[b]
Bogumił Burczyk, WP SportoweFakty: 71. TCS przeszedł do historii. Jakie są pana odczucia z nim związane?[/b]
Rafał Kot, wiceprezes Tatrzańskiego Związku Narciarskiego, były fizjoterapeuta polskich skoczków: Poziom był bardzo wysoki, a widowisko przednie. Trzeba otwarcie powiedzieć, że wygrał najlepszy. Halvor Egner Granerud pokazał wielką moc.
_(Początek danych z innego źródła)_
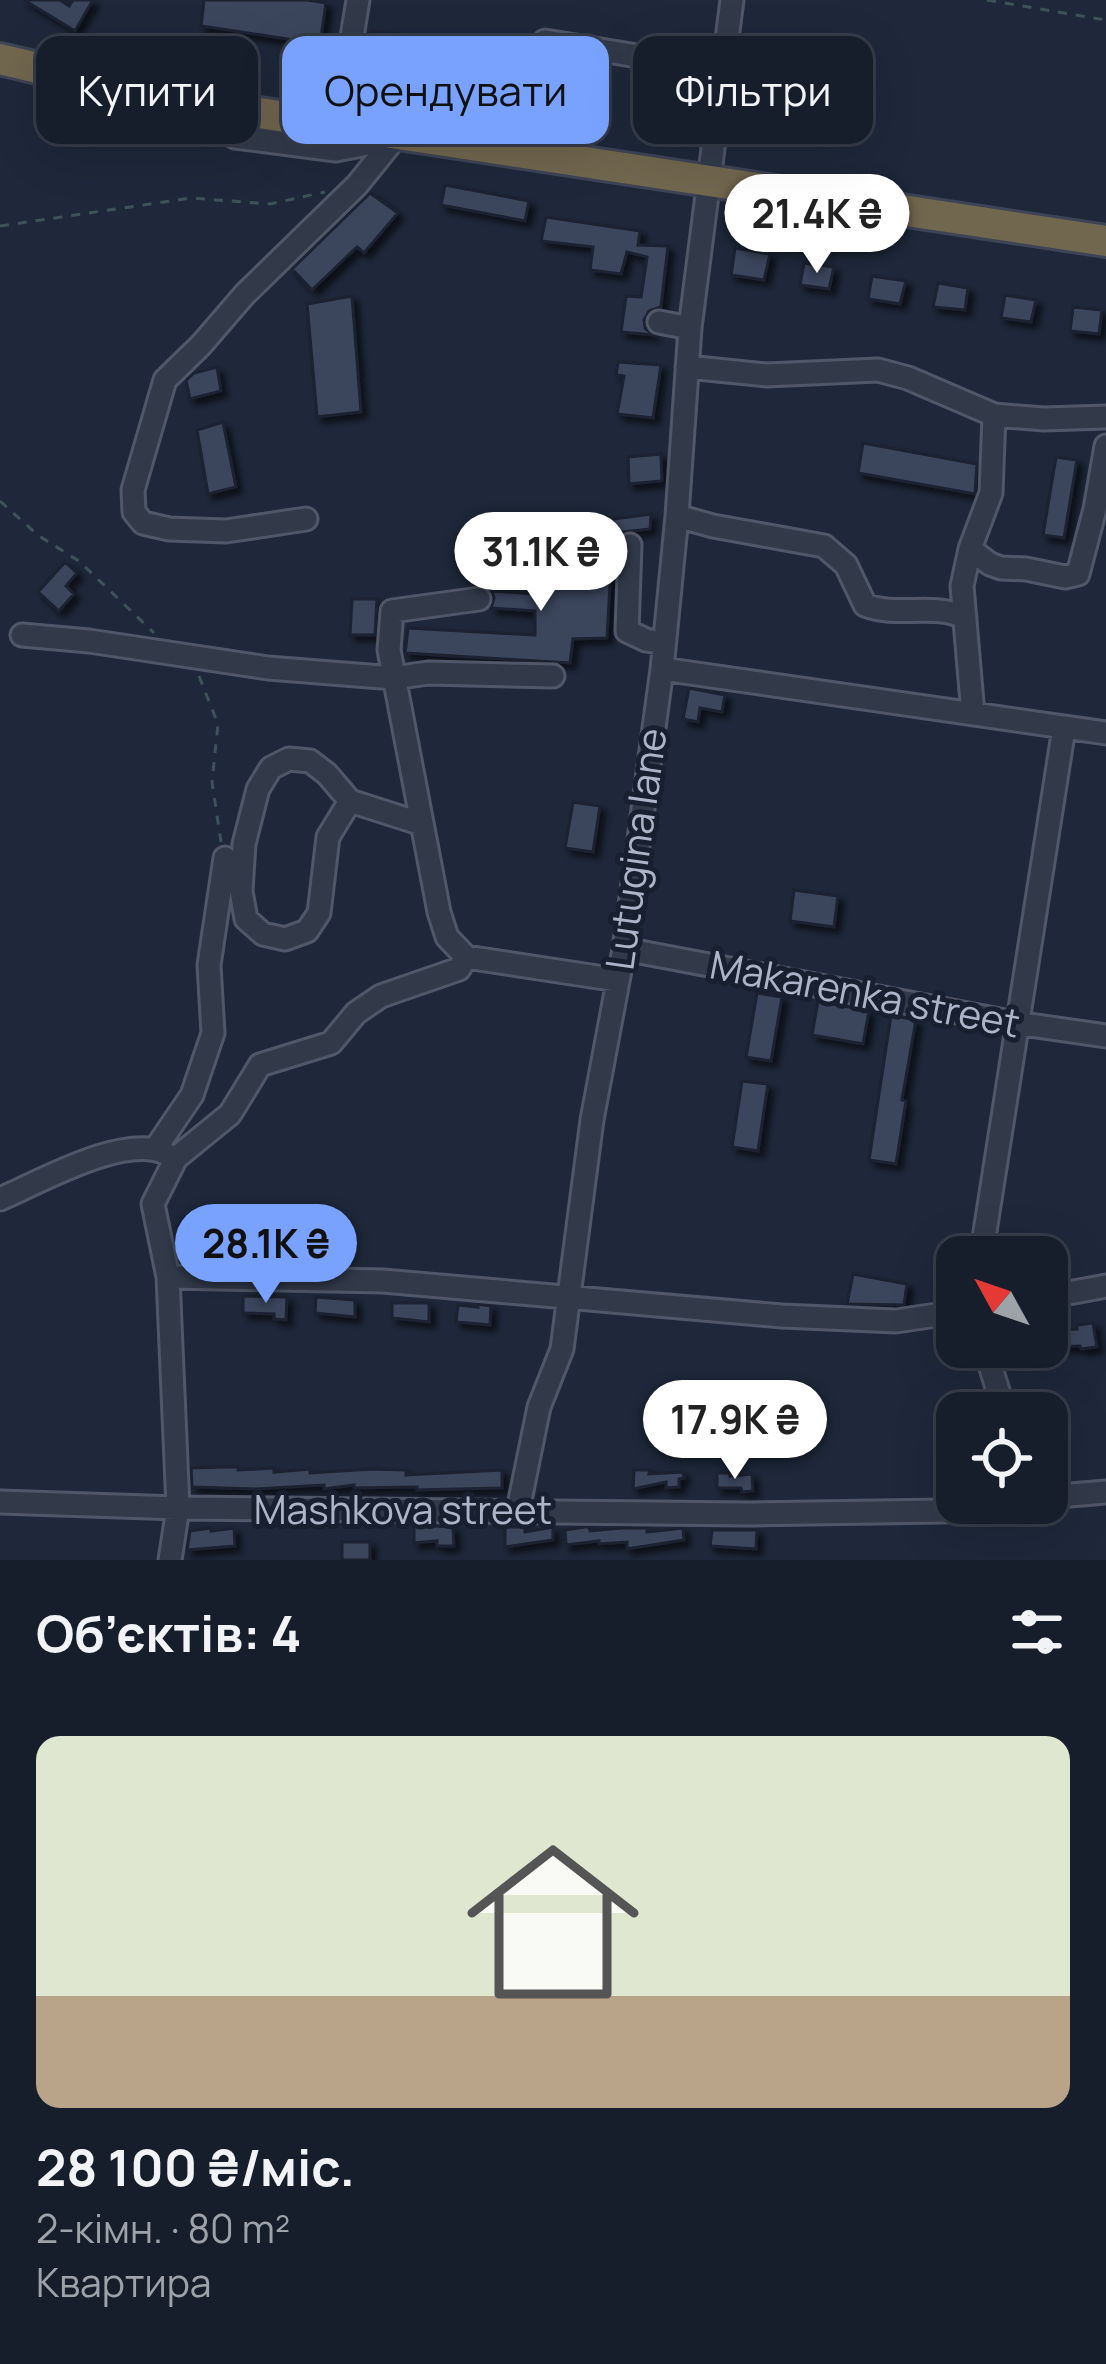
<!DOCTYPE html>
<html lang="uk">
<meta charset="utf-8">
<style>
:root{--surface:#161e2c;--page:#1f2734;--text:#f1f3f6;--muted:#9ea2a9;--line:#353c48;--accent:#79a2ff}
body{margin:0;font-family:Manrope,sans-serif;background:var(--page);color:var(--text);height:100vh;display:flex;flex-direction:column;font-size:45px;white-space:nowrap}
*{box-sizing:border-box;margin:0}
p{font-size:39px;color:var(--muted)}
.icon{flex:none;width:66px;height:66px;fill:none;stroke:currentColor;stroke-width:2;stroke-linecap:round;stroke-linejoin:round}
.map{position:relative;height:1560px;overflow:hidden}
.side{display:flex;flex-direction:column;background:var(--surface);flex:1}
.side>*{flex:none}
.guide{position:absolute;left:36px;top:36px;width:1035px;height:108px;display:flex;gap:24px}
.needle{width:78px;rotate:310deg}
.buttons{position:absolute;left:936px;top:1236px;display:grid;gap:24px}
.buttons a{display:grid;place-items:center;width:132px;height:132px;border-radius:24px;background:var(--surface);box-shadow:0 12px 48px #0002,0 0 0 3px var(--line);font-size:60px}
.price{position:absolute;translate:-50% -102px;padding:0 27px;border-radius:42px;background:#fff;color:#222;font-size:39px;line-height:78px;filter:drop-shadow(0 3px 6px #0008)}
.price::after{content:'';position:absolute;left:50%;top:72px;width:36px;height:27px;margin-left:-18px;background:inherit;clip-path:polygon(0 0,100% 0,50% 100%)}
.price.on{background:var(--accent);color:#111}
ul{padding:0;list-style:none}
li{display:grid;align-content:center;gap:24px;height:636px;padding:0 36px}
li span{display:grid;place-items:center;height:372px;border-radius:24px;color:#555}
li>.icon{margin-inline-start:auto}
span .icon{width:216px;height:216px;fill:#fffc;stroke-width:1}
li b{font-size:51px}
h2{display:flex;justify-content:space-between;align-items:center;height:144px;padding:0 36px;font-size:51px}
.chip{padding:0 42px;border-radius:24px;background:var(--surface);box-shadow:0 12px 48px #0002,0 0 0 3px var(--line);font-size:42px;line-height:108px}
.chip.on{background:var(--accent);color:#111}
.map>svg:first-child{display:block}
.building{fill:#3a455b;stroke:#1a2131;stroke-width:3;filter:url(#shadow)}
.lines{fill:none;stroke-linecap:round;stroke-linejoin:round}
.minor-casing{stroke:#505768;stroke-width:27}
.highway-casing{stroke:#3d4455;stroke-width:36}
.path{stroke:#3e5358;stroke-width:3;stroke-dasharray:9 9;stroke-linecap:butt}
.minor{stroke:#323a4a;stroke-width:21}
.highway{stroke:#71664e;stroke-width:30}
.labels{text-anchor:middle;stroke-width:10;stroke-linejoin:round;paint-order:stroke}
.street-label{font-size:39px;fill:#acb4c7;stroke:#181f2f}
</style>
<div class="map">
<svg width="1106" height="1560" viewBox="0 0 1106 1560">
<defs>
<filter id="shadow"><feDropShadow dx="5.5" dy="5.5" stdDeviation="3" flood-color="#0009"/></filter>
</defs>
<rect width="100%" height="100%" fill="#1e283a"/>
<!-- building -->
<path class="building" d="M 24,0 L 60,0 L 69,6 L 73,0 L 93,0 L 75,31 Z
M 204,0 L 308,0 L 326,3 L 320,44 L 201,26 Z
M 371,31 L 455,41 L 451,70 L 367,61 Z
M 759,60 L 781,63 L 778,83 L 756,80 Z
M 646,73 L 688,79 L 680,130 L 641,122 Z
M 445,185 L 529,201 L 525,221 L 441,205 Z
M 370,193 L 398,213 L 364,253 L 357,247 L 312,290 L 292,269 Z
M 546,217 L 640,231 L 638,245 L 668,246 L 661,307 L 649,311 L 644,320 L 645,328 L 653,335 L 621,332 L 626,296 L 641,297 L 647,257 L 627,252 L 621,274 L 590,270 L 593,247 L 541,241 Z
M 735,248 L 770,254 L 764,280 L 731,275 Z
M 804,263 L 834,267 L 829,289 L 800,285 Z
M 872,276 L 906,281 L 900,304 L 868,299 Z
M 938,283 L 968,288 L 965,310 L 933,307 Z
M 1005,295 L 1036,300 L 1031,322 L 1001,318 Z
M 352,296 L 361,412 L 317,417 L 307,304 Z
M 1073,307 L 1102,310 L 1099,334 L 1070,331 Z
M 618,362 L 661,365 L 653,418 L 617,414 L 624,376 L 616,375 Z
M 217,367 L 221,391 L 190,399 L 186,380 L 194,373 Z
M 223,422 L 236,487 L 208,494 L 197,430 Z
M 863,443 L 977,464 L 975,494 L 858,473 Z
M 661,454 L 662,481 L 629,484 L 628,457 Z
M 1056,457 L 1077,460 L 1064,538 L 1043,535 Z
M 651,514 L 650,529 L 613,533 L 607,638 L 573,639 L 570,663 L 405,653 L 408,628 L 535,635 L 535,611 L 491,608 L 494,598 L 492,591 L 536,594 L 536,581 L 596,583 L 599,521 Z
M 517,532 L 523,564 L 471,574 L 466,544 Z
M 65,562 L 77,573 L 66,586 L 74,594 L 59,611 L 38,592 Z
M 352,599 L 377,599 L 375,635 L 350,635 Z
M 689,688 L 725,695 L 722,712 L 700,708 L 698,722 L 683,719 Z
M 573,802 L 600,806 L 593,852 L 565,848 Z
M 794,890 L 838,896 L 834,927 L 790,921 Z
M 757,993 L 782,997 L 771,1061 L 746,1057 Z
M 818,1001 L 869,1011 L 863,1044 L 812,1035 Z
M 891,1015 L 916,1020 L 902,1100 L 906,1101 L 896,1164 L 869,1160 Z
M 742,1081 L 768,1084 L 758,1151 L 732,1147 Z
M 853,1274 L 907,1284 L 904,1305 L 847,1304 Z
M 243,1296 L 287,1297 L 286,1320 L 274,1319 L 274,1314 L 243,1313 Z
M 316,1297 L 355,1300 L 355,1317 L 315,1313 Z
M 392,1303 L 429,1303 L 429,1322 L 392,1318 Z
M 478,1304 L 491,1306 L 490,1325 L 456,1322 L 458,1305 L 478,1307 Z
M 1093,1323 L 1097,1347 L 1081,1349 L 1080,1346 L 1055,1347 L 1054,1330 L 1077,1329 L 1077,1325 Z
M 220,1467 L 238,1467 L 238,1470 L 274,1468 L 274,1472 L 310,1469 L 310,1473 L 372,1469 L 406,1470 L 406,1475 L 502,1470 L 502,1488 L 417,1490 L 417,1487 L 354,1488 L 354,1485 L 324,1489 L 324,1485 L 256,1489 L 192,1487 L 191,1468 Z
M 634,1470 L 650,1470 L 649,1474 L 683,1472 L 684,1478 L 679,1479 L 679,1487 L 666,1488 L 666,1482 L 633,1489 Z
M 717,1473 L 730,1473 L 730,1476 L 752,1474 L 753,1491 L 742,1492 L 741,1488 L 717,1488 Z
M 414,1525 L 453,1527 L 454,1546 L 437,1546 L 437,1541 L 414,1543 Z
M 505,1527 L 525,1527 L 525,1532 L 553,1527 L 553,1540 L 505,1547 Z
M 584,1527 L 589,1527 L 590,1531 L 621,1528 L 647,1528 L 647,1532 L 683,1528 L 684,1540 L 627,1549 L 627,1542 L 599,1544 L 599,1541 L 566,1545 L 565,1530 Z
M 210,1528 L 211,1531 L 234,1528 L 235,1546 L 187,1550 L 190,1531 Z
M 712,1530 L 757,1530 L 756,1549 L 710,1546 Z
M 342,1542 L 370,1542 L 370,1560 L 342,1560 Z"/>
<g class="lines">
<defs>
<path id="minor" d="M 545,41 L 724,70
M 207,105 L 213,124 L 235,137 L 336,150 L 367,144 L 393,135
M 338,123 L 358,0
M 659,322 L 690,328
M 687,367 L 767,375 L 878,370 L 908,378 L 994,415 L 1044,419 L 1106,417
M 677,516 L 713,526 L 824,546 L 846,565 L 865,605 C 897,618 935,602 965,618
M 306,519 L 226,531 L 169,529 L 143,523 L 134,512 L 133,490 L 165,380 L 201,345 L 245,294 L 357,185 L 399,133
M 630,545 L 627,631 L 646,640 L 664,643
M 970,549 L 990,564 L 1001,568 L 1026,569 L 1065,577 L 1078,574 L 1095,509 L 1106,446
M 479,599 L 392,611 L 389,650 L 439,912 L 447,937 L 466,957 L 617,980
M 22,635 L 89,641 L 268,668 L 394,678 L 428,673 L 553,676
M 662,669 L 1106,733
M 973,714 L 962,586 L 970,549 L 991,493 L 994,415
M 350,801 L 328,837 L 319,913 L 307,931 L 285,939 L 263,934 L 246,919 L 241,891 L 244,844 L 258,789 L 271,768 L 289,759 L 310,761 L 327,774 L 350,801 L 422,824
M 624,949 L 1016,1023 L 1106,1036
M 156,1148 L 192,1095 L 213,1033 L 209,965 L 225,858
M 0,1199 C 40,1182 123,1134 165,1153
M 981,1257 L 1064,728
M 168,1277 L 383,1281 L 782,1316 L 896,1321 L 957,1312
M 1047,1297 L 1106,1286
M 988,1347 L 990,1365 L 1005,1413
M 1047,1497 L 1106,1492
M 0,1502 L 178,1508 L 750,1514 L 1008,1510 L 1021,1503
M 518,1510 L 539,1407 L 562,1349 L 592,1120 L 624,949 L 662,669 L 677,516 L 690,328 L 732,0
M 170,1560 L 178,1508 L 168,1277 L 153,1204 L 176,1158 L 230,1114 L 260,1065 L 331,1043 L 356,1013 L 381,996 L 459,969 L 466,957"/>
<path id="highway" d="M 0,59 L 144,93 L 207,105 L 1106,241"/>
</defs>
<!-- minor casing -->
<use href="#minor" class="minor-casing"/>
<!-- highway casing -->
<use href="#highway" class="highway-casing"/>
<!-- path -->
<path class="path" d="M 987,0 L 1106,20
M 0,226 L 191,198 L 270,204 L 325,192
M 0,501 L 39,536 L 79,561 L 154,633
M 199,676 L 218,724 L 212,782 L 221,842"/>
<!-- minor -->
<use href="#minor" class="minor"/>
<!-- highway -->
<use href="#highway" class="highway"/>
</g>
<g class="labels">
<!-- street labels -->
<g class="street-label">
<text transform="translate(636 849) rotate(-82)" y="14">Lutugina lane</text>
<text transform="translate(865 994) rotate(11)" y="14">Makarenka street</text>
<text x="403" y="1524">Mashkova street</text>
</g>
</g>
</svg>
<div class="buttons">
<a><svg class="needle" viewBox="-14 -14 28 28"><path d="M0-13l5 13h-10z" fill="#e53935"/><path d="M0 13l5-13h-10z" fill="#9ea2a9"/></svg></a>
<a><svg class="icon" aria-label="locate" viewBox="0 0 24 24"><circle cx="12" cy="12" r="6"/><path d="M12 2v4M12 18v4M2 12h4M18 12h4"/></svg></a>
</div>
<b class="price" style="left:817px;top:276px">21.4K ₴</b>
<b class="price" style="left:541px;top:614px">31.1K ₴</b>
<b class="price on" style="left:266px;top:1306px">28.1K ₴</b>
<b class="price" style="left:735px;top:1482px">17.9K ₴</b>
<div class="guide">
<a class="chip">Купити</a>
<a class="chip on">Орендувати</a>
<a class="chip">Фільтри</a>
</div>
</div>
<section class="side">
<h2>Об’єктів: 4<svg class="icon" aria-label="filters" viewBox="0 0 24 24"><path d="M4 7h16M4 17h16"/><circle cx="9" cy="7" r="2"/><circle cx="15" cy="17" r="2"/></svg></h2>
<ul>
<li><span style="background:linear-gradient(#dfe7d0 70%,#b9a48a 0)"><svg class="icon" aria-label="home" viewBox="0 0 24 24"><path d="M3 11l9-7 9 7M6 9v11h12V9"/></svg></span><div><b>28 100 ₴/міс.</b><p>2-кімн. · 80 m²</p><p>Квартира</p></div></li>
</ul>
</section>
Pokonał drugiego Dawida o ponad czterdzieści punktów i osiągnął najwyższą notę w historii wszystkich edycji. Liczby mówią same za siebie, Norweg jest w tej chwili najlepiej skaczącym zawodnikiem globu i z pewnością będzie groźny również w Zakopanem. Trudno przez tydzień zapomnieć, jak się skacze.
Jak pan traktuje drugie miejsce Dawida Kubackiego?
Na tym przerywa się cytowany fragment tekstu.